Monday 16 April 2012

The Man Who Likes to Say No

One of the nice things about Five Leaves is that it provides endless opportunities to offer voluntary labour to partnership projects promoting books. I have this notion is that if we promote others, somehow it will lead to others buying our books and we all go home happy. This blog often mentions those projects - Lowdham Book Festival, East Midlands Book Awards, States of Independence, Bread and Roses Award for Radical Publishing - are the four that come to mind immediately. Unfortunately the last few months have been a bit difficult. Since November, save for two weeks, I've spent part of every week in Scotland on family business. I've managed - this is when email comes into its own - but recently I had to unexpectedly spend about ten days in Scotland. I've not minded the expensive public transport, or the long journeys, though a late-running bus caused the journey from Borders General Hospital to Nottingham to take nine hours a couple of days ago, and once I was stuck in sleet next to a dual carriageway in the middle of nowhere, unable to cross the road to catch a connecting bus. Good for proof-reading - the train parts of the journey, not the buses. But the long block of time up there forced me to make decisions... with great regret I've had to withdraw from East Midlands Book Award and Lowdham Book Festival, end my writing commitment to Southwell Folio, leave Bread and Roses to others and abandon another big project that had not even been announced. I've also refused to give advice to some local people on publishing issues, pulled out of lectures, and am turning into a social hermit.
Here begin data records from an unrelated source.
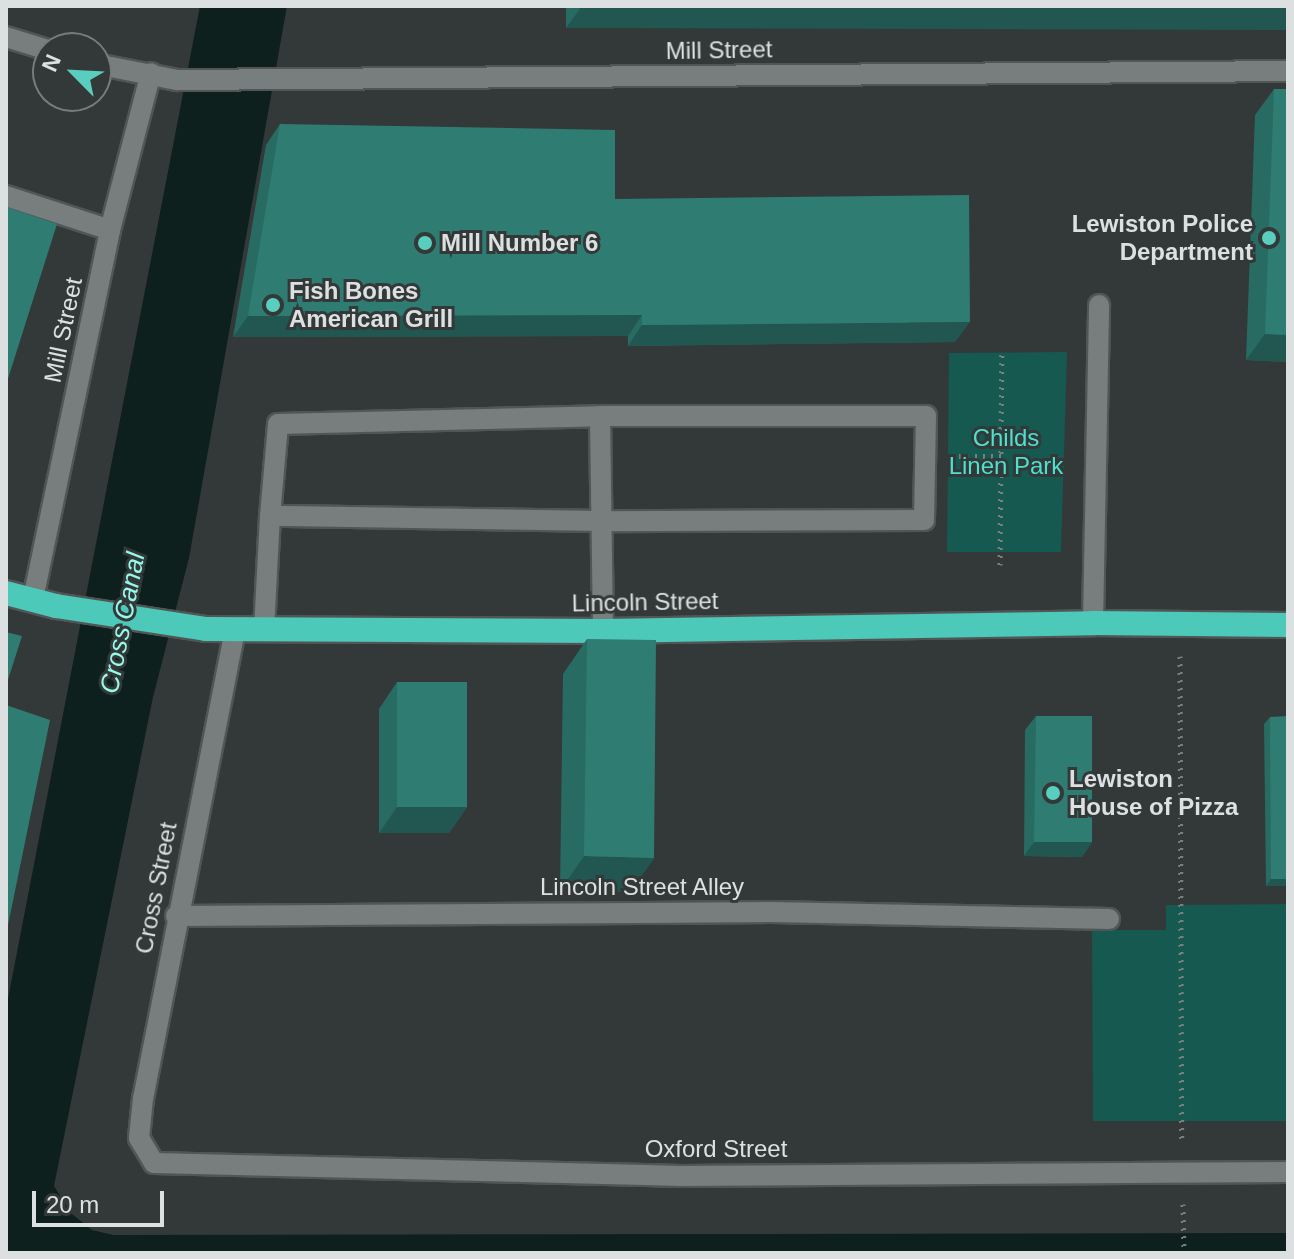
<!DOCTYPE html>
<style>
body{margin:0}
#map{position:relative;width:1294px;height:1259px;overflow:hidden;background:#333938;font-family:Helvetica,sans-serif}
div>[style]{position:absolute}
.green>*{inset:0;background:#165951}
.water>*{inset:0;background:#0d201d}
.path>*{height:5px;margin-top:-2.5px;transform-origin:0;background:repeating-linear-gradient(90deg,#7a7f7e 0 2px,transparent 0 8px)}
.roads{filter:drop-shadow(2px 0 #505656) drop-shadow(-2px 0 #505656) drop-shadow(0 2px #505656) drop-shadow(0 -2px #505656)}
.lane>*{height:20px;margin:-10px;padding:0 10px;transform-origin:10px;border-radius:10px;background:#777e7d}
.street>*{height:20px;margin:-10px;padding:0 10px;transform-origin:10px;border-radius:10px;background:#777e7d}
.highway>*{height:24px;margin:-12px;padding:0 12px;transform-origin:12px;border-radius:12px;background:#4dc9ba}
.wall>*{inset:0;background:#286b62}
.shaded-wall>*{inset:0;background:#215750}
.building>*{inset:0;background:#2f7c72}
.dots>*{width:22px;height:22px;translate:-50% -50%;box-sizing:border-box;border:4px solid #333938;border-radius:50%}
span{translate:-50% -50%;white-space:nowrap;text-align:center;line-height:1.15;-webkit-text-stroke:6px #333938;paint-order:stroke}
.street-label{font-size:24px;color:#dce0e0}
.poi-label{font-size:24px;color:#dce0e0;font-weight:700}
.right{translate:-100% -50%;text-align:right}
.left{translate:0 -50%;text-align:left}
.park-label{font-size:24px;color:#4ce0ce}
.water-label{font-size:26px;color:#97f9ea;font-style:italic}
.frame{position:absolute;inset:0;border:8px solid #dce0e0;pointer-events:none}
.north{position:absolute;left:32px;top:32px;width:80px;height:80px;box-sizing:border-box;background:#333938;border:2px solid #777c7b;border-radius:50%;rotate:294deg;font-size:22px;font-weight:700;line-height:32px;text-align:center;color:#dce0e0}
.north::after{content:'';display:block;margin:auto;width:28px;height:36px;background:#59cebf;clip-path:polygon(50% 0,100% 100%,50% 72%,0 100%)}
.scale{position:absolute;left:32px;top:1191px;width:132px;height:36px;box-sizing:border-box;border:4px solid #dce0e0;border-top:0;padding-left:10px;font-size:24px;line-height:28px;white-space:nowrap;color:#dce0e0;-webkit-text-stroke:6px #333938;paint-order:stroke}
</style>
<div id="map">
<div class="green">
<div style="clip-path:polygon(1067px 352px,1061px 552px,947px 552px,949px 353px)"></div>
<div style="clip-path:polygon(1288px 904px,1288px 1121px,1093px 1121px,1092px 930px,1166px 930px,1166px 905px)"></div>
</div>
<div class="water">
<div style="clip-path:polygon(200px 6px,287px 6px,189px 558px,153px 697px,54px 1186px,72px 1214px,92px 1230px,113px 1235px,1288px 1233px,1288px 1253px,6px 1253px,6px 1009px)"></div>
</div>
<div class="path">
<div style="left:959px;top:456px;width:42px"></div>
<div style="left:1000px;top:565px;width:212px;rotate:-89.5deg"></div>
<div style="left:1180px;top:656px;width:486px;rotate:89.8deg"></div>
<div style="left:1183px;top:1204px;width:49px;rotate:88.8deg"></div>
</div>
<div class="roads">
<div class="lane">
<div style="left:6px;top:196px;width:109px;rotate:18.1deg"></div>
<div style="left:600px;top:416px;width:215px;rotate:89.2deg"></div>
<div style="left:1093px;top:623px;width:318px;rotate:-88.9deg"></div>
<div style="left:264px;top:630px;width:114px;rotate:-87deg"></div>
<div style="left:270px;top:516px;width:92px;rotate:-85deg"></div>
<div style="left:278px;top:424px;width:322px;rotate:-1.4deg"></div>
<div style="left:600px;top:416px;width:326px"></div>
<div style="left:926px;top:416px;width:104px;rotate:91.1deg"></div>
<div style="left:924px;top:520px;width:323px;rotate:179.8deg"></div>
<div style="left:601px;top:521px;width:331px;rotate:-179.1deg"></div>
<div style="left:176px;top:916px;width:596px;rotate:-0.38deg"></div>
<div style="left:772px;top:912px;width:337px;rotate:1.2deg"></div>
</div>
<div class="street">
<div style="left:6px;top:37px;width:44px;rotate:17.2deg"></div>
<div style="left:96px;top:64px;width:83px;rotate:11.2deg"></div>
<div style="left:177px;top:80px;width:1111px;rotate:-0.46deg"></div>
<div style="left:33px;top:599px;width:377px;rotate:-78.2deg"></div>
<div style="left:110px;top:230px;width:162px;rotate:-75.4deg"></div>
<div style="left:235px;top:630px;width:477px;rotate:101.1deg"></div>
<div style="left:143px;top:1098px;width:40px;rotate:95.7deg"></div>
<div style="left:139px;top:1138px;width:29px;rotate:59deg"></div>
<div style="left:154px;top:1163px;width:527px;rotate:1.41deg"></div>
<div style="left:681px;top:1176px;width:607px;rotate:-0.38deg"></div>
</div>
<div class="highway">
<div style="left:6px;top:593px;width:52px;rotate:14.6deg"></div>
<div style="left:56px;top:606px;width:152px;rotate:8.7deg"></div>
<div style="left:206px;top:629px;width:397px;rotate:0.3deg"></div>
<div style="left:603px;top:631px;width:490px;rotate:-0.9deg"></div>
<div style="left:1093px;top:623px;width:195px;rotate:0.6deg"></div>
</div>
</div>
<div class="wall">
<div style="clip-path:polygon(566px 6px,1288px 6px,566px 28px)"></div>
<div style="clip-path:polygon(1274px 89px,1288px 89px,1288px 362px,1246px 360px,1255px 115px)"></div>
<div style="clip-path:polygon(280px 124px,615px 199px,955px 342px,628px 346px,628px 336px,233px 337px,266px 145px)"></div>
<div style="clip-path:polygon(587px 639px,654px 858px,630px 892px,560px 891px,563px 674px)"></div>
<div style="clip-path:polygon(397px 682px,467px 807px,449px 833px,379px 833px,379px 709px)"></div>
<div style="clip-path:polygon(1036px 716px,1092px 842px,1082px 857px,1024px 856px,1025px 730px)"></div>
<div style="clip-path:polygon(1270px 717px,1288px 886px,1266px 886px,1264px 724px)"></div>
</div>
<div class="shaded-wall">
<div style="clip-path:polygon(582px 6px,1288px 6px,1288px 30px,566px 28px)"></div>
<div style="clip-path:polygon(642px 315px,628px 336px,233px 337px,248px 316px)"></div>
<div style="clip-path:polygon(970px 322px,955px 342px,628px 346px,642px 325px)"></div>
<div style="clip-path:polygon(1265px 334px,1288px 335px,1288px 362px,1246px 360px)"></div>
<div style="clip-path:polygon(397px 807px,467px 807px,449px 833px,379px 833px)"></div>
<div style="clip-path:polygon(1034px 842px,1092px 842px,1082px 857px,1024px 856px)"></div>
<div style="clip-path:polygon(584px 856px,654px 858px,630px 892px,560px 891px)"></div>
<div style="clip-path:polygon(1271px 879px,1288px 879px,1288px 886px,1266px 886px)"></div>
</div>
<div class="building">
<div style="clip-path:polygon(1274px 89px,1288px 89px,1288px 335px,1265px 334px)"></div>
<div style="clip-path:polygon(280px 124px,615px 130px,615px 199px,969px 195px,970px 322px,642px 325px,642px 315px,248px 316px)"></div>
<div style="clip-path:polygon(6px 207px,57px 224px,6px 385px)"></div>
<div style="clip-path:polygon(6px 632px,22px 636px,6px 686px)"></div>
<div style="clip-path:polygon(587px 639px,656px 640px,654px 858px,584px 856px)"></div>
<div style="clip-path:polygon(397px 682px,467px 682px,467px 807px,397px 807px)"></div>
<div style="clip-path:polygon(6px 705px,50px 720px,6px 935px)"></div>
<div style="clip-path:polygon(1036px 716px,1092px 716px,1092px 842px,1034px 842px)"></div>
<div style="clip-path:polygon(1288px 716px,1288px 879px,1271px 879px,1270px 717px)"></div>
</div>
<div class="dots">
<div style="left:1269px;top:238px;background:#59cebf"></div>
<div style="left:425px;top:243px;background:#59cebf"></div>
<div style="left:273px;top:305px;background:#59cebf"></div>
<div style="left:1053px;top:793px;background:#59cebf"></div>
</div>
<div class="street-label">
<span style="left:719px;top:50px;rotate:-1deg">Mill Street</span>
<span style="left:63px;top:330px;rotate:-78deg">Mill Street</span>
<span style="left:645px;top:602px;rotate:-1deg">Lincoln Street</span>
<span style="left:642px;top:887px">Lincoln Street Alley</span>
<span style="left:156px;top:888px;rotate:-79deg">Cross Street</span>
<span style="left:716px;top:1149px">Oxford Street</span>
</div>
<div class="poi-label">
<span class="right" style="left:1253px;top:238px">Lewiston Police<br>Department</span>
<span class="left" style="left:441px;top:243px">Mill Number 6</span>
<span class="left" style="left:289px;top:305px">Fish Bones<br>American Grill</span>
<span class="left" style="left:1069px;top:793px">Lewiston<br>House of Pizza</span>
</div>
<div class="park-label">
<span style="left:1006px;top:452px">Childs<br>Linen Park</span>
</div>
<div class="water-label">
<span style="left:123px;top:623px;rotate:-79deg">Cross Canal</span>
</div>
<div class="frame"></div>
<div class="north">N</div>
<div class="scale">20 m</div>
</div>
But I might catch up on outstanding Five Leaves work.
Save for the mysterious unannounced project, everything will survive without me, and I hope to be back at full strength later this year in time to plan Lowdham's winter weekend and the next States of Independence. I feel bad about Lowdham Book Festival, leaving my colleague Jane Streeter from The Bookcase to organise the Festival single-handed this year. It will be a great festival, as anyone who knows Jane would expect, though there will have to be some temporary changes. I hope she'll give me a comp or two.
Meantime, if your group would like me to talk about independent publishing, or you are offering me a free lunch, or if you have this marvellous idea... the answer is no!